Wednesday, November 29, 2006

The spirit of FatherJoseph Šeštokas lives at Our Lady of Vilnius

Our Founding Father and Worker/Priest

Joseph Šeštokas was born August 4, 1867 in Trilaukis, county of Pajevonis, district of Vilkaviskis. After finishing 4 years of high school he emigrated to Glasgow, Scotland where he worked in a steel mill. With the money he saved, he soon crossed the Atlantic and settled in Brooklyn. His first job was at the Havemeyer Sugar Refinery in the Williamsburg section. He later opened a grocery store, the first one opened by a Lithuanian in that area.

After having earned enough money to pay the tuition, Joseph Šeštokas entered St. John College in Brooklyn in preparation for a priestly career. He was subsequently admitted to St. Bonaventure Seminary, Alleghany, NY.

Fr. Šeštokas was ordained on April 24, 1903 and celebrated his first Mass in the church of St. Mary Queen of Angels, in Brooklyn. After serving in Lawrence, Massachusetts and returned to New York to start organizing a new parish in Manhattan.

The Chancery and the pastor of the church of St. Teresa on the Lower East Side allowed Father Šeštokas to use the vasement of that church for services with the Lithuanian immigrants. That situation lasted until March 5, 1911, when the new church on Broome St. was blessed and solemnly open to public worship.

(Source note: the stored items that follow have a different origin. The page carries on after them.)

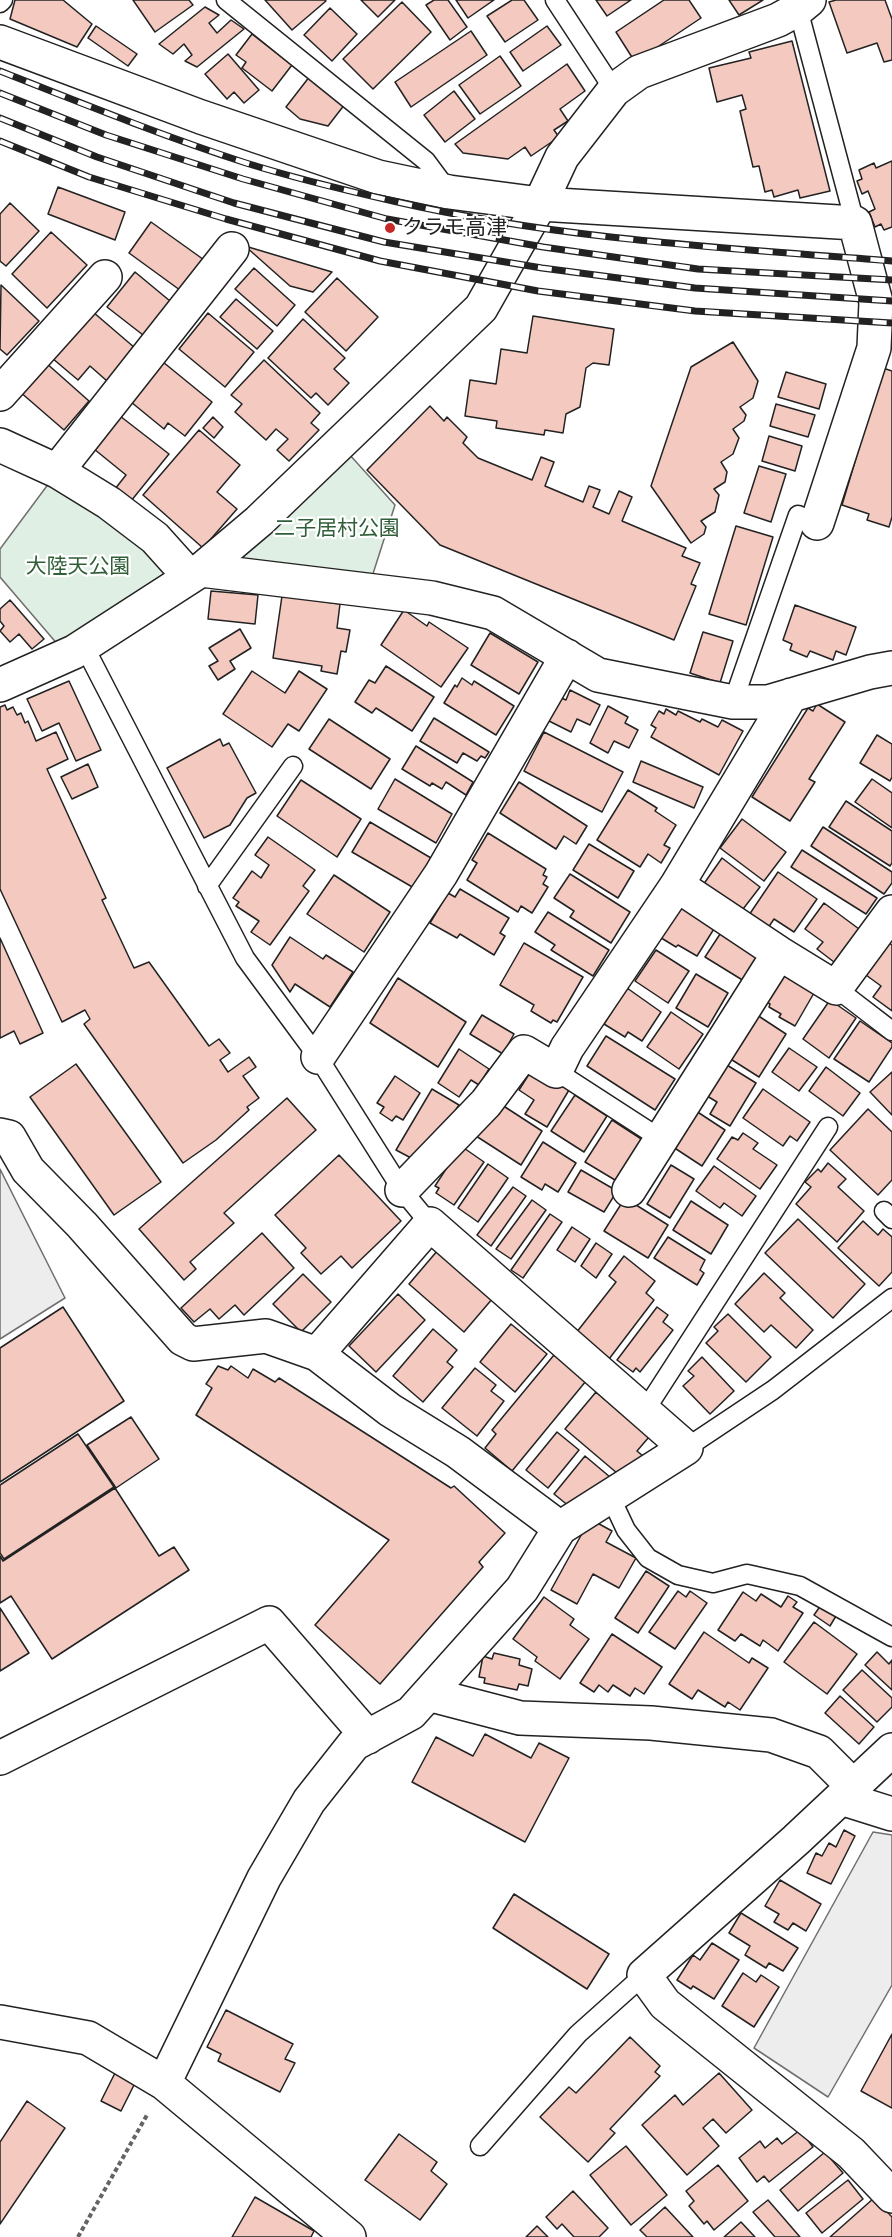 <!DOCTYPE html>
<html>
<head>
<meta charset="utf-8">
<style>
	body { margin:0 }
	canvas { display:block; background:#fff }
</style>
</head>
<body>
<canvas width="892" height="2237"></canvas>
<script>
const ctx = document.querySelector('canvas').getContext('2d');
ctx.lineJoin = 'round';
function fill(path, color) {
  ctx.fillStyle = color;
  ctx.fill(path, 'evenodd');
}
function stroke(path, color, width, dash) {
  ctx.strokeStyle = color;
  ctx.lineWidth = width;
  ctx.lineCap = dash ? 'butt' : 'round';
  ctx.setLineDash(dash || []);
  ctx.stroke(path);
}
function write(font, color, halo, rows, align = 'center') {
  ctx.font = font + ' "Open Sans","Noto Sans JP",sans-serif';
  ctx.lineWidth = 4.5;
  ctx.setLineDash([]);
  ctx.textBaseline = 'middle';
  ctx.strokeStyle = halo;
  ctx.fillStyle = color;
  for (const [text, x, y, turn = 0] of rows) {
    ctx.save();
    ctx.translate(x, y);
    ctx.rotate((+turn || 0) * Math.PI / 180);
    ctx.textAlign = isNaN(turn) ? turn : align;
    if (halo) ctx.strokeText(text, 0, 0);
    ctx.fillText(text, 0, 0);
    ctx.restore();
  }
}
const green = new Path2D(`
	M349,454L395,505L371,580L247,568L240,547Z
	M55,475L184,576L65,653L0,577V549Z`);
const parking = new Path2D(`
	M0,1169L65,1298L0,1339Z
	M873,1832L892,1835V1985L828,2097L754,2048Z`);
const building = new Path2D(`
	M15,0H63L92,24L77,47L10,19Z
	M133,0H189L193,5L155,32Z
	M265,0H325L326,1L292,30Z
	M361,0H395L378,17Z
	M434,0H448L467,27L450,40L426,5Z
	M456,0H494L468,18Z
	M512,0H524L538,20L505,42L487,16Z
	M596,0H631L607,16Z
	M664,0H689L701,18L635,62L616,32Z
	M729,0H763L739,15Z
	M836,0H885L892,19V60L884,62L877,43L847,53L829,2Z
	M402,2L431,32L373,89L343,59Z
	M205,7L219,15L209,23L217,33L231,20L244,29L197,67L185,61L192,55L184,44L173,54L159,44Z
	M330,8L357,34L332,61L304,35Z
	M96,26L137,54L128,66L88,38Z
	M547,26L561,45L523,71L510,52Z
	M471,31L487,55L411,107L395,82Z
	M252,34L292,65L272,91L242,68L246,62L236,55Z
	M792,41L830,191L800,198L798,190L774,197L772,190L765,192L759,166L753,167L740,111L746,109L742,95L717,102L709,68L751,58L749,52Z
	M228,54L259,90L244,103L234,92L227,99L205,74Z
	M500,56L521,86L480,114L459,85Z
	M567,64L585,91L560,109L568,121L554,130L559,137L531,156L525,147L508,159L463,153L455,144Z
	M310,76L345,104L328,126L300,119L286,107Z
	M454,91L475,119L445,142L424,115Z
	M892,161V227L884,230L881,224L875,227L869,212L875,209L868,191L862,194L857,181L862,179L859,170L874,163L876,168Z
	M58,187L125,212L115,240L48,214Z
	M10,203L39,231L6,266L0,261V214Z
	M151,222L207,262L184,293L129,253Z
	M51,232L87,265L47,308L12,274Z
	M245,246L332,272L313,292L290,286Z
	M254,268L295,305L277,326L235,289Z
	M135,272L170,301L143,335L107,307Z
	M337,278L378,317L346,351L305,312Z
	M1,285L39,321L7,355L0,349Z
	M236,299L273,331L257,349L220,317Z
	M93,312L135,348L107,381L90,366L78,380L52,358Z
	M208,313L254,352L225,387L179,349Z
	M533,316L614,329L609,365L593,363L586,368L580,407L566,414L563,433L545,430L544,435L496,428L497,421L465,416L470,380L496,384L501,349L527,353Z
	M303,319L345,358L334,369L349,383L328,405L316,393L311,398L268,358Z
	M733,342L758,381L753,398L740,407L746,415L744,421L733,429L739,438L733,454L721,462L727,472L725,482L714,489L719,495L715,512L701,521L706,527L704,534L691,543L651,486L691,367Z
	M264,360L320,413L311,423L319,430L289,461L277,450L288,439L276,429L266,440L235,412L242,404L231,395Z
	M45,362L89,401L64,430L19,391Z
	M163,362L212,402L185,436L168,423L164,429L131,402Z
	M883,368L892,371V517L889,527L867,520L869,514L842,505Z
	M786,372L826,384L819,409L778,397Z
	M776,404L815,415L808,437L770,426Z
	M430,406L444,421L447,417L467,437L463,443L478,458L532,480L541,457L554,462L545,486L583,502L589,486L600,490L593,507L609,514L619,491L632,497L622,521L686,548L682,556L700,563L691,584L696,586L674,640L440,545L367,470Z
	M120,416L169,454L131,501L115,489L126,475L94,449Z
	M213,417L223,427L214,438L203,428Z
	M199,430L240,465L217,492L237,509L203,548L143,495Z
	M769,436L802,446L795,471L762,461Z
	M759,466L786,474L771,522L744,513Z
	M736,526L773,537L746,625L709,614Z
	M211,591L258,595L255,624L208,619Z
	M282,596L340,604L337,628L350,630L346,652L341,651L337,674L321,671L322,666L273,658Z
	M10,600L44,639L32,649L19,634L10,642L0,631L4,626L0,621V609Z
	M795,605L856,627L846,655L836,651L833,660L810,651L807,657L790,650L792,644L783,640Z
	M404,610L427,626L429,622L468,648L441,687L381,645Z
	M240,629L251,648L230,661L235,669L218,680L209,666L218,661L209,648Z
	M703,632L733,641L720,683L690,673Z
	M490,633L538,662L519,694L471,665Z
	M386,666L434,697L412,731L376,708L372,713L355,702L369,680L375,683Z
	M252,671L285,693L299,671L327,689L299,731L288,724L272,747L223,714Z
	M462,678L472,685L474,681L514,706L496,735L444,703L455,685L457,687Z
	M69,681L101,750L76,761L59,723L42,731L27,699Z
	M570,690L600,705L590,725L577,719L571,732L547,720L559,697L566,700Z
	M817,704L845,722L809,779L815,782L790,821L752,797L808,708L813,711Z
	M5,705L7,710L13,707L17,715L21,713L25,723L28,721L36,741L56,732L68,759L47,769L106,898L102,900L134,968L149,962L209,1046L219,1039L230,1053L220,1060L228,1072L249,1057L256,1067L243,1076L259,1098L247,1107L249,1110L216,1140L183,1163L84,1024L90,1019L85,1010L62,1022L0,889V707Z
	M608,706L628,717L625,723L638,730L629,748L614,741L608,753L590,743Z
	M666,709L676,715L678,711L700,722L702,719L718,727L722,720L743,731L719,775L651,737L656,728L651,725L659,711L664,714Z
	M434,718L489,752L485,758L481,756L477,761L463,753L457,763L420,741Z
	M329,719L390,759L371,789L309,749Z
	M544,732L623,772L602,812L524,771Z
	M877,735L892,744V777L890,781L860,763Z
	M220,739L223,746L229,743L256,793L247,798L230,825L204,838L167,768Z
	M416,746L473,782L466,795L446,782L442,789L432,783L430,786L402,769Z
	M641,761L703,787L694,808L633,782Z
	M88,764L98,787L72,799L61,777Z
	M395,779L452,814L436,843L378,809Z
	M872,779L892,793V828L855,802Z
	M301,780L361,819L337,857L277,816Z
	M519,782L587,826L576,844L564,836L556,849L500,813Z
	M628,790L657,808L655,811L676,825L664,845L670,848L661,863L648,854L640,867L597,840Z
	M846,801L892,831V863L890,866L829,827Z
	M742,819L786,852L764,881L720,848Z
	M370,822L431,858L414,888L352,852Z
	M823,827L892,872V883L884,894L811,846Z
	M488,833L546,869L543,875L547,877L543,884L548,887L532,913L521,906L518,912L467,880L477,863L472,860Z
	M268,837L315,870L303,886L309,891L270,945L251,932L259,921L236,906L239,902L233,898L252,871L261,878L269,865L255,855Z
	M589,844L634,871L618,898L573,870Z
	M802,850L877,898L866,914L791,867Z
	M722,858L760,887L740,913L703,885Z
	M778,872L817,899L794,932L774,919L768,928L749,915Z
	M570,874L630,912L611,943L570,917L574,911L554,898Z
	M334,875L390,912L364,952L307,914Z
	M460,889L509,918L500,933L505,936L494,955L460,934L457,938L430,923L448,893L455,897Z
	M679,901L717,924L697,956L678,945L676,947L658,936Z
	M824,903L859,929L834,962L817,949L823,942L805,929Z
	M548,912L609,950L593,976L551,950L555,945L535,932Z
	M724,928L762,953L744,981L705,957Z
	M290,937L323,959L326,955L353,972L330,1007L295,984L290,992L272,965Z
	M0,938L43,1033L20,1044L14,1031L0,1038Z
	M524,943L583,977L557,1022L553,1020L551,1023L531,1011L534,1005L500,985Z
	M889,943L892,945V1011L873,997L881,986L866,975Z
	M656,950L689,971L668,1003L635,981Z
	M782,973L814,993L795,1026L779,1017L781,1014L769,1007L770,1004L765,1001Z
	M696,974L728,993L708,1027L676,1008Z
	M398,978L466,1022L438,1067L370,1023Z
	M627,988L661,1012L642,1041L628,1032L625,1037L604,1024Z
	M830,1000L856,1018L829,1058L803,1039Z
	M671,1012L703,1034L679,1069L647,1047Z
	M482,1015L514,1034L503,1054L470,1034Z
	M757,1015L786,1034L759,1077L729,1058Z
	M860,1021L892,1043V1047L869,1082L834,1059Z
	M606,1036L675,1079L655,1110L587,1066Z
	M789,1048L817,1067L799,1091L772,1072Z
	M459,1049L489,1069L479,1085L471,1080L459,1097L438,1083Z
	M722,1062L756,1083L730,1126L710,1114L717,1102L702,1093Z
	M76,1064L161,1182L114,1215L30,1097Z
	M826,1067L860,1093L843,1116L809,1091Z
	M533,1068L569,1090L547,1127L525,1114L534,1100L519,1090Z
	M892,1072V1115L870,1092Z
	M395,1076L420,1093L403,1120L396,1116L392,1121L380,1113L384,1107L377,1103Z
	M432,1089L459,1105L447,1123L411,1158L396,1150Z
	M763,1089L810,1122L797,1141L790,1136L783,1146L743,1118Z
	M575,1095L607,1116L584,1152L551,1131Z
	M287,1098L316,1130L224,1213L234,1223L190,1262L196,1269L184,1280L139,1229Z
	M502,1105L542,1131L521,1165L476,1136Z
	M693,1109L725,1130L702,1166L670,1145Z
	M868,1109L892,1132V1180L878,1195L830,1150Z
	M612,1120L646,1142L620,1183L585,1162Z
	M743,1133L758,1143L753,1149L777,1165L760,1189L717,1159L732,1137L738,1140Z
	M543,1142L576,1163L558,1192L545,1184L542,1190L521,1177Z
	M461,1146L484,1162L454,1205L436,1193L439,1188L435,1186Z
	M339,1155L401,1221L352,1268L341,1256L321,1274L301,1253L306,1248L275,1215Z
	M828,1163L846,1179L838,1187L864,1211L837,1242L796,1204L811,1187L805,1182L818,1169L821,1172Z
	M488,1164L508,1178L478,1222L458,1208Z
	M671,1165L694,1179L670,1218L647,1204Z
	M714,1166L756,1196L742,1216L724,1203L720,1208L696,1191Z
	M581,1170L617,1191L604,1212L568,1192Z
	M513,1187L526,1196L491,1246L477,1235Z
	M625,1198L668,1225L648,1258L604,1231Z
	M532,1200L546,1210L511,1259L496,1249Z
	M691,1201L728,1225L711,1254L673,1230Z
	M550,1214L562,1222L523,1278L511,1270Z
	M798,1219L865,1284L833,1318L765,1253Z
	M863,1221L878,1235L883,1229L892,1237V1272L879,1286L838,1248Z
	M572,1227L590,1239L575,1262L557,1250Z
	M262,1233L294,1268L244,1315L235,1305L219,1319L210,1309L194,1322L181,1308Z
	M668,1237L705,1260L700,1270L704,1273L697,1285L654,1258Z
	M596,1243L612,1254L596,1278L581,1266Z
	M438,1250L493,1298L464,1332L409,1284Z
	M624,1256L655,1281L646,1293L654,1300L609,1359L576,1333L616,1282L609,1276Z
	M764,1273L785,1293L780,1298L813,1330L796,1348L771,1325L764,1332L735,1304Z
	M303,1274L331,1302L301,1332L273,1304Z
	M398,1294L425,1320L376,1372L349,1346Z
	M63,1307L124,1401L0,1482V1348Z
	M657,1307L668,1315L663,1322L673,1330L640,1372L636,1368L633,1372L617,1360Z
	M728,1314L771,1357L746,1382L706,1343L718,1331L714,1327Z
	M511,1324L547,1354L515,1392L480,1362Z
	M433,1329L457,1350L447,1362L453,1367L423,1402L393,1376Z
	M554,1355L586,1381L512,1471L485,1448L496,1434L492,1430Z
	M702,1357L734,1391L710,1414L683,1386L694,1376L688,1371Z
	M218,1366L228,1370L231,1366L248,1378L253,1369L275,1382L279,1378L451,1488L454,1486L505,1533L479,1562L483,1567L380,1684L315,1625L389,1540L196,1415L212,1388L206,1384Z
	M475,1368L496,1385L491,1391L504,1401L477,1436L442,1408Z
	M596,1392L649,1437L637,1451L650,1462L624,1479L565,1429Z
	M131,1417L159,1459L116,1488L87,1445Z
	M557,1432L579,1450L548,1488L526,1470Z
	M78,1434L114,1487L4,1559L0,1553V1485Z
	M585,1456L610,1477L596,1494L575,1511L554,1494Z
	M115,1488L159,1556L174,1547L189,1570L52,1659L11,1596L0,1603V1556L3,1561Z
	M590,1519L612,1531L606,1542L636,1558L619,1588L593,1574L577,1604L551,1590Z
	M646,1571L669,1586L638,1633L615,1618Z
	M678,1591L686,1597L690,1591L707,1603L675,1649L649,1632Z
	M743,1592L756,1601L761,1594L781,1607L788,1596L797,1602L793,1607L803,1613L778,1651L763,1640L760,1646L741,1634L735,1641L718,1630Z
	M544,1597L574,1619L570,1625L589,1639L560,1679L535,1661L537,1657L513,1639Z
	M821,1605L836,1616L830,1626L814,1615Z
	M0,1608L29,1653L0,1671Z
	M814,1622L857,1654L827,1694L784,1662Z
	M704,1632L749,1663L752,1658L768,1668L740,1710L728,1702L725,1707L698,1690L692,1699L669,1684Z
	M612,1634L662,1667L644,1694L635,1688L630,1696L613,1685L608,1692L599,1685L594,1692L580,1683Z
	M877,1652L889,1664L892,1660V1690L865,1665Z
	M494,1653L520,1659L519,1665L532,1669L528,1686L519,1684L517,1690L484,1683L485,1678L479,1677L483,1656L492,1659Z
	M862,1670L892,1698V1707L877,1722L843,1690Z
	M840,1696L874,1727L859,1744L825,1713Z
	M485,1734L531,1758L539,1743L569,1758L525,1842L412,1782L436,1737L473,1756Z
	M844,1830L855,1836L831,1884L807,1873L816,1853L822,1856L829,1843L836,1847Z
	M780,1880L821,1904L806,1931L793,1923L788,1930L774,1922L779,1914L765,1906Z
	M514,1894L609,1954L587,1989L493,1928Z
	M741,1913L798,1948L783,1971L769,1963L766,1968L745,1955L750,1946L729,1933Z
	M712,1943L739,1960L714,1999L693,1986L691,1989L677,1980L693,1955L700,1960Z
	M743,1973L756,1982L761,1975L779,1987L754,2027L722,2006Z
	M226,2010L293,2044L285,2059L295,2063L280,2092L218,2061L221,2054L207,2047Z
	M892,2034V2108L861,2091Z
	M630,2037L660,2066L655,2072L660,2076L610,2129L615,2133L588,2162L540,2117L569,2087L576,2093Z
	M115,2073L135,2083L121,2111L101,2101Z
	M719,2073L752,2110L726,2133L713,2119L703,2128L719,2146L687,2175L642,2125L675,2095L683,2105Z
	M27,2101L65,2128L0,2224V2142Z
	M800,2130L813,2147L769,2182L764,2176L757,2182L739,2158L760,2141L765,2148L777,2138L782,2144Z
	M399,2134L437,2162L431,2171L447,2184L420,2220L365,2180Z
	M626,2146L667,2195L631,2225L590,2175Z
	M825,2152L843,2173L798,2211L780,2190Z
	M718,2165L748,2201L714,2230L707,2221L704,2224L689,2206L694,2201L686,2191Z
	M848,2180L863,2199L822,2233L806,2213Z
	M573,2191L608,2228L599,2237H574L562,2224L557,2229L546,2217Z
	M255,2197L314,2231L311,2237H232Z
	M874,2198L892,2217V2237H830Z
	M768,2200L800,2237H775L753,2212Z
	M665,2207L693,2237H647L640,2230Z
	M741,2222L755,2237H724Z
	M537,2226L548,2237H526Z`);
const path = new Path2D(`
	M78,2237L147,2115`);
const lane = new Path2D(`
	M226,0L426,161L449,192
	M555,0L614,90
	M0,3L3,0
	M798,9L855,223
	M84,646L245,958L318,1057L402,1190L430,1224
	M733,702L798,515L817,523
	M207,886L293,766
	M836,988L892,1031
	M556,1071L661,1139
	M884,1211L892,1219
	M644,1412L828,1127
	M686,1448L773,1390L892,1298
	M610,1496L626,1530L648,1558L678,1575L713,1583L747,1574L800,1586L892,1637
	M480,2146L578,2034L644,1975`);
const street = new Path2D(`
	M0,42L201,117L378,177L449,192L540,204L855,223L876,302L874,348L817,523
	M0,394L105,277
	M0,445L57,471L109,503L155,538L190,577
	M57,471L232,249
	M201,570L432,598L493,613L598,675L733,702H768L870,672L892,668
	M0,685L74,652L201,570L259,521L481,308L540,204L562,157L614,90L639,72L778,20L798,9L809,0
	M677,885L779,953L836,988L892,912
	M318,1057L441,874L567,656
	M0,1135L9,1137L28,1170L82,1225L183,1339L193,1344L266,1336L317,1354L390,1410L458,1452L560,1528
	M402,1190L486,1103L524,1052L556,1071L567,1048L677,885L791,695
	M629,1190L779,953
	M428,1694L520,1718L651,1723L771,1735L819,1752L853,1786
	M892,1750L796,1840L644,1975L665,2004L851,2153L892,2196
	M0,1758L269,1623L368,1737
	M841,1798L892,1814
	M0,2022L88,2038L164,2083L349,2237
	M164,2083L264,1878L309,1801L354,1744L411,1713L522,1589L560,1528L686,1448L430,1224L317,1354`);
const rail = new Path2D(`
	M0,71C81,103 163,136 246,163C294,178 344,190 393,201C557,239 725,248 892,261
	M0,93L106,135L243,179L387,219L543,247L698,269L892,280
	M0,118L97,157L234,203L384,242L542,268L695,288L892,301
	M0,141L89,177L226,219L380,261L538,291L695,311L892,323`);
const markers = [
	[390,228,6,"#c62828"]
];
const poiNames = [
	["クラモ高津",402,228]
];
const parkNames = [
	["二子居村公園",337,529],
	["大陸天公園",78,567]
];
fill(green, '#e0efe3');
stroke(green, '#6f6f6f', 1.5);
fill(parking, '#ededed');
stroke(parking, '#6f6f6f', 1.5);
fill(building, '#f3c9c0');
stroke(building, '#222', 1.5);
stroke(lane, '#222', 21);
stroke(street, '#222', 36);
stroke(path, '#646464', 4, [4.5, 3]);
stroke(lane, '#fff', 18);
stroke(street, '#fff', 33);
stroke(rail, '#222', 7);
stroke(rail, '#fff', 4.5, [14]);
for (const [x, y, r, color] of markers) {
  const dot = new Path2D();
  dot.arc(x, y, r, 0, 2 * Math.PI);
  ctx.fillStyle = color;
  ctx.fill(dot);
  stroke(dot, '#fff', 2);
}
write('21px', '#222', '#fff', poiNames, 'left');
write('21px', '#2f5e38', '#fff', parkNames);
</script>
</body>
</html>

The corner-stone had been laid one year earlier,and unknown to most parishioners then and now, Father Šeštokas, after fulfilling his priestly duties during the day, would go two or three times a week to the docks of Manhattan to work as a longshoreman in the night shift in order to earn money for the building of Our Lady of Vilnius.

In November of 1912 Father Šeštokas bought the building at 32 Dominick Street to serve as a rectory. He lived there until 1937 running a very active parish, according to old timers who shared their recollections with Father Palubinskas in 1987. The parish books and records for baptisms, marriages and deaths confirm this. In 1937, after six month leave of absence related to declining health, the Chancery refused him permission to resume his duties as pastor. Father Šeštokas lived at St. Anthony's Hospital in Warwick, NY and later moved to Philadelphia, be be close to his relatives. He died in November, 1958 at the age of 91. He rests, expecting the resurrection of the dead in Calvary Cemetery, Long Island city, NY.

-from a biography prepared in 1987 by Father Vytautas Palubinskas on the occasion of the 120th anniversary of the birth of Father Šeštokas.